(Data extracted from a collection)
+ + + +
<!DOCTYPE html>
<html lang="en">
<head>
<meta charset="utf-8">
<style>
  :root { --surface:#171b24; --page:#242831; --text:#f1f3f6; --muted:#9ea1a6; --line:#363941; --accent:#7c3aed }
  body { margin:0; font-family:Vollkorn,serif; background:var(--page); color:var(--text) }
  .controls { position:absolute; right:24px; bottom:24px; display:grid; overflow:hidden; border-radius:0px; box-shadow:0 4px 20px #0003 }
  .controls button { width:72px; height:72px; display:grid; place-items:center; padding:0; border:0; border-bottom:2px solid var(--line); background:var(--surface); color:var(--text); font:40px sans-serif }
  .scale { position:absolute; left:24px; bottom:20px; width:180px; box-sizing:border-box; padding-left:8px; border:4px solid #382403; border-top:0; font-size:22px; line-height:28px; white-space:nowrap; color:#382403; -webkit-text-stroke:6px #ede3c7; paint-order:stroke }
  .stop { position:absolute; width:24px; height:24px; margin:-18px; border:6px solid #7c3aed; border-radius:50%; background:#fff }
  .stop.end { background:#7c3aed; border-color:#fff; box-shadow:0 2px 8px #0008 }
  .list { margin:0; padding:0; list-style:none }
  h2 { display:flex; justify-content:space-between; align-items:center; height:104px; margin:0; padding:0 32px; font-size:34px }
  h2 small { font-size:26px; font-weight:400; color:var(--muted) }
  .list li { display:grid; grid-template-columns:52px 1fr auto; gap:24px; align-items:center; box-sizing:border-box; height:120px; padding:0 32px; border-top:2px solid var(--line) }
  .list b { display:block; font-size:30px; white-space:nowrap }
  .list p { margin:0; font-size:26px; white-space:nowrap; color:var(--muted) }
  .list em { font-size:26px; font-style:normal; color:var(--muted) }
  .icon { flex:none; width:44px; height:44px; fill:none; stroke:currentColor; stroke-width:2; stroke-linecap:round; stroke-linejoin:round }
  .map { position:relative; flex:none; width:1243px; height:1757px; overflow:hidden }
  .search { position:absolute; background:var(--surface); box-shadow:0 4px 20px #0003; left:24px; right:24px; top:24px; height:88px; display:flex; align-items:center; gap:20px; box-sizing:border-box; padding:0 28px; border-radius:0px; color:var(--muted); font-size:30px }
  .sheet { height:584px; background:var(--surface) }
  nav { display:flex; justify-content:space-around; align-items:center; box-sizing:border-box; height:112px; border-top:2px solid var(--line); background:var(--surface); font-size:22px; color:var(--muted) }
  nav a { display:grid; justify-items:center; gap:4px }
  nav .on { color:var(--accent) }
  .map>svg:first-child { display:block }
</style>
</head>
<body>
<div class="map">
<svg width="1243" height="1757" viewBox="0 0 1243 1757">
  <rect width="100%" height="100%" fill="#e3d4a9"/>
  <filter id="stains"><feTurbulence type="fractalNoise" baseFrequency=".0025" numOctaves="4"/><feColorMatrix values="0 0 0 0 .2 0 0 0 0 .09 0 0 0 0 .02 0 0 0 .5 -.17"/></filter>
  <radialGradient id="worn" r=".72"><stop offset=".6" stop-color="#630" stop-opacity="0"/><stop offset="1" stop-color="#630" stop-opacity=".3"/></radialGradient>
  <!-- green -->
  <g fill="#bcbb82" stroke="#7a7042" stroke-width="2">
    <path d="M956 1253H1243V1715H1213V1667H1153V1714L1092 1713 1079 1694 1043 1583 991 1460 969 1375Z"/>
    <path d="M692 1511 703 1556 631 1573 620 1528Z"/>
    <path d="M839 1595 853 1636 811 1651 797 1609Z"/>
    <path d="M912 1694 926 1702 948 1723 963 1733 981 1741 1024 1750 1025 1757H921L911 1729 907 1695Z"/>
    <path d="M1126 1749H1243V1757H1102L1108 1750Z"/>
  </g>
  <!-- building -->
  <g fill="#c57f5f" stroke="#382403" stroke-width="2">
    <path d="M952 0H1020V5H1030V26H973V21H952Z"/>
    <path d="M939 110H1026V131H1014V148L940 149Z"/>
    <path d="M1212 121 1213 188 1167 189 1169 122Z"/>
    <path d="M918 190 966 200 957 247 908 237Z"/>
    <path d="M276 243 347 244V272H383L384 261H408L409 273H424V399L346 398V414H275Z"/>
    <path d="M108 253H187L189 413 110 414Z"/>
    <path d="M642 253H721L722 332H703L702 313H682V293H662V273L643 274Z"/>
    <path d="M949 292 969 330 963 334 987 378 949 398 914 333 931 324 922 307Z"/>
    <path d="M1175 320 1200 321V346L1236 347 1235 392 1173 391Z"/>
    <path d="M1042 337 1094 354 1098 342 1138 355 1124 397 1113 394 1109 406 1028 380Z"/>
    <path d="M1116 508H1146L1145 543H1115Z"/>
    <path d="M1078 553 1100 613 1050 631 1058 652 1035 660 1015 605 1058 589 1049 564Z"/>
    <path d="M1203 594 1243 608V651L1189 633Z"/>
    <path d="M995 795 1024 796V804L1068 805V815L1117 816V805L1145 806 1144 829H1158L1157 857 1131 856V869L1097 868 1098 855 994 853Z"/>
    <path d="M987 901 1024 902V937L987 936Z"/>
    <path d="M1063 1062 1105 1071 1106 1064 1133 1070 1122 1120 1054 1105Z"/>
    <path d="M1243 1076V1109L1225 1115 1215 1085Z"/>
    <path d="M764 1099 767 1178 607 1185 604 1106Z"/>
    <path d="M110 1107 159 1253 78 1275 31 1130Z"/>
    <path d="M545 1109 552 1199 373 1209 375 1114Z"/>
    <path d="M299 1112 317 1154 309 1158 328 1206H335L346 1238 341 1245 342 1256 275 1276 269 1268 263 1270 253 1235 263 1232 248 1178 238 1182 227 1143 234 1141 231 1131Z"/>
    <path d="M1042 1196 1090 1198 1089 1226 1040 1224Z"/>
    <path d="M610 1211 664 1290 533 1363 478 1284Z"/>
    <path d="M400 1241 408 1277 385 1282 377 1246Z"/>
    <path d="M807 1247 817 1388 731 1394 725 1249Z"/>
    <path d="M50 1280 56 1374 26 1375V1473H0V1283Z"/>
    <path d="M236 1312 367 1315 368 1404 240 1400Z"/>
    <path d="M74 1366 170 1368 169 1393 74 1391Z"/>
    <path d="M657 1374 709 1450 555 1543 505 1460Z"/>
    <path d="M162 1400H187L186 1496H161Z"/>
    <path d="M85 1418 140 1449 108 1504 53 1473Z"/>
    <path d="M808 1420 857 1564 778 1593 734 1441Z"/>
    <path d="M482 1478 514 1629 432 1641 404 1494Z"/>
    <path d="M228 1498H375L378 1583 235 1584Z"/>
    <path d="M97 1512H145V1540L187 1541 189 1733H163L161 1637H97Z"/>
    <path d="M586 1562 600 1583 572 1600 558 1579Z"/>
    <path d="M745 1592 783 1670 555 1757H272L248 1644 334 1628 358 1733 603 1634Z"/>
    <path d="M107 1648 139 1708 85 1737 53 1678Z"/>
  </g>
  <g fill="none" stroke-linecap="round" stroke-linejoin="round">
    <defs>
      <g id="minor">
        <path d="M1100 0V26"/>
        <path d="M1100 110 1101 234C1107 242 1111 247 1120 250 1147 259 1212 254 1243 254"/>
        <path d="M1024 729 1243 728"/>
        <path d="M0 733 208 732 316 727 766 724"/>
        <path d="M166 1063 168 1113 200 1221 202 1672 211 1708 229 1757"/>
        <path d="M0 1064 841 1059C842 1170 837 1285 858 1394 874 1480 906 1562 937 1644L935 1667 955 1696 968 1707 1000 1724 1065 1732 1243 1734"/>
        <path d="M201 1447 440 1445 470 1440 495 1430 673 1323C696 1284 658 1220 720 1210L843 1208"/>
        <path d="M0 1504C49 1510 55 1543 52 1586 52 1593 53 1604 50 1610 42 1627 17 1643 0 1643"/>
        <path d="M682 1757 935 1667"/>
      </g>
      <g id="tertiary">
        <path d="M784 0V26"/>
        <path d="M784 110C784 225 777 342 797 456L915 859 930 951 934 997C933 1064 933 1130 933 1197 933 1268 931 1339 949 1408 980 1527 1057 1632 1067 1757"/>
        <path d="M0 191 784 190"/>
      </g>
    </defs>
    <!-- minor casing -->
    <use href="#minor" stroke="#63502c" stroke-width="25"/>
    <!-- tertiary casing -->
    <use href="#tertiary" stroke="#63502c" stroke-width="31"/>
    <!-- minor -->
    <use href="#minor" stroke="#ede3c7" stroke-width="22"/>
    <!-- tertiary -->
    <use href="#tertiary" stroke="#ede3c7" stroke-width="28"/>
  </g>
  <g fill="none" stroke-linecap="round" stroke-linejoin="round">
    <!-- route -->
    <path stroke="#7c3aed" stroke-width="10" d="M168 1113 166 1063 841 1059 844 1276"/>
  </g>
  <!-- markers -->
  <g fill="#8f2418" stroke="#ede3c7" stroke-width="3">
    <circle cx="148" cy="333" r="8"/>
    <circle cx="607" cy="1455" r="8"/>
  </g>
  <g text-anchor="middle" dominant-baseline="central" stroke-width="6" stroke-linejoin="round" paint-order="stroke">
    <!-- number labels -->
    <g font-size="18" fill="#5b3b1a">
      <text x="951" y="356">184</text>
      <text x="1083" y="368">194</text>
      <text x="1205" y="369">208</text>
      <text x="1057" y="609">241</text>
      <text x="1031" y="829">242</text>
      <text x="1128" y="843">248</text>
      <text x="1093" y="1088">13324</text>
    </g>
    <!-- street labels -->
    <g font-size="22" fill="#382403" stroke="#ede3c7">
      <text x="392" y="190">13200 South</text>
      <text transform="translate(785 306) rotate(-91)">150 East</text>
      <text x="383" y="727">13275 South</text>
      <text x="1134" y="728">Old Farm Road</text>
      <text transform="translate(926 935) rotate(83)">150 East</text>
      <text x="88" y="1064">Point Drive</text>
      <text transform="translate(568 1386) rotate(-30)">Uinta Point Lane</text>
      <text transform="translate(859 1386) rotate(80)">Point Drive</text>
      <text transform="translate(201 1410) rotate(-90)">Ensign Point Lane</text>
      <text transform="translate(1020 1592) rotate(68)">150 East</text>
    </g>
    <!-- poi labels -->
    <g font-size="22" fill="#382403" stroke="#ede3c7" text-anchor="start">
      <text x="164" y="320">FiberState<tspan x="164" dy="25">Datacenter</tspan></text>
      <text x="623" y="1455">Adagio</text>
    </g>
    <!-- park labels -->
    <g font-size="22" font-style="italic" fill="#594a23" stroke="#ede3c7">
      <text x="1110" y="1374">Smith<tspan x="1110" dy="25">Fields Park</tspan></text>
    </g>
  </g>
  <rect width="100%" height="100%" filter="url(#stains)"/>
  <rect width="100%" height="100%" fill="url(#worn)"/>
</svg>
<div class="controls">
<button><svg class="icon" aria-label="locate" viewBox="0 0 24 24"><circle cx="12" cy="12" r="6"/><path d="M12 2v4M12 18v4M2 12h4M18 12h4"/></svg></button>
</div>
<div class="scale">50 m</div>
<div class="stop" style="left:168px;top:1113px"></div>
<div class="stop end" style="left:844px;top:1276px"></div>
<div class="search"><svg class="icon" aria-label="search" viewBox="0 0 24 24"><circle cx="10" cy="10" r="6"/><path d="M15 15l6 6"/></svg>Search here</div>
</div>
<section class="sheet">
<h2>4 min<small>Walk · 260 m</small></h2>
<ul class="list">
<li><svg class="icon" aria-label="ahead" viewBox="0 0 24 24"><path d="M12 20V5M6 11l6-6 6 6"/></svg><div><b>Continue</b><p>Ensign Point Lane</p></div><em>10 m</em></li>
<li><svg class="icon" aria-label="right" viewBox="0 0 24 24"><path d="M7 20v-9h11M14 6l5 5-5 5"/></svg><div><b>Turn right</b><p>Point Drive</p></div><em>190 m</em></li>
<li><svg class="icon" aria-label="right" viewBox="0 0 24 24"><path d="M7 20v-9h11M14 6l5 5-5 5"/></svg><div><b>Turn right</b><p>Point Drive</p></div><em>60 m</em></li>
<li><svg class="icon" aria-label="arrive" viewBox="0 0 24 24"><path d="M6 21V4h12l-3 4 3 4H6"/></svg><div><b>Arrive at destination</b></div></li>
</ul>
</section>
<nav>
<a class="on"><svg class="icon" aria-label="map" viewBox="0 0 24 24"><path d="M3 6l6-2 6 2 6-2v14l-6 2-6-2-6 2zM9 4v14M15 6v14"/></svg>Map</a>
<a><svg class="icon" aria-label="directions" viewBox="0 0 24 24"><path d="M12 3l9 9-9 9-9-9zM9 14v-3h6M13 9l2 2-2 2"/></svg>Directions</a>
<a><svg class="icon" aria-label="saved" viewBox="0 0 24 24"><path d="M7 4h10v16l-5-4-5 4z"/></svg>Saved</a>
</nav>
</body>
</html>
+ + + +
Activity -
Your answer should be the lines above from the one containing "1064 841 1059C842" through the one containing "<!-- minor -->", copied exactly and with both ends kept.

Exercise result -
        <path d="M0 1064 841 1059C842 1170 837 1285 858 1394 874 1480 906 1562 937 1644L935 1667 955 1696 968 1707 1000 1724 1065 1732 1243 1734"/>
        <path d="M201 1447 440 1445 470 1440 495 1430 673 1323C696 1284 658 1220 720 1210L843 1208"/>
        <path d="M0 1504C49 1510 55 1543 52 1586 52 1593 53 1604 50 1610 42 1627 17 1643 0 1643"/>
        <path d="M682 1757 935 1667"/>
      </g>
      <g id="tertiary">
        <path d="M784 0V26"/>
        <path d="M784 110C784 225 777 342 797 456L915 859 930 951 934 997C933 1064 933 1130 933 1197 933 1268 931 1339 949 1408 980 1527 1057 1632 1067 1757"/>
        <path d="M0 191 784 190"/>
      </g>
    </defs>
    <!-- minor casing -->
    <use href="#minor" stroke="#63502c" stroke-width="25"/>
    <!-- tertiary casing -->
    <use href="#tertiary" stroke="#63502c" stroke-width="31"/>
    <!-- minor -->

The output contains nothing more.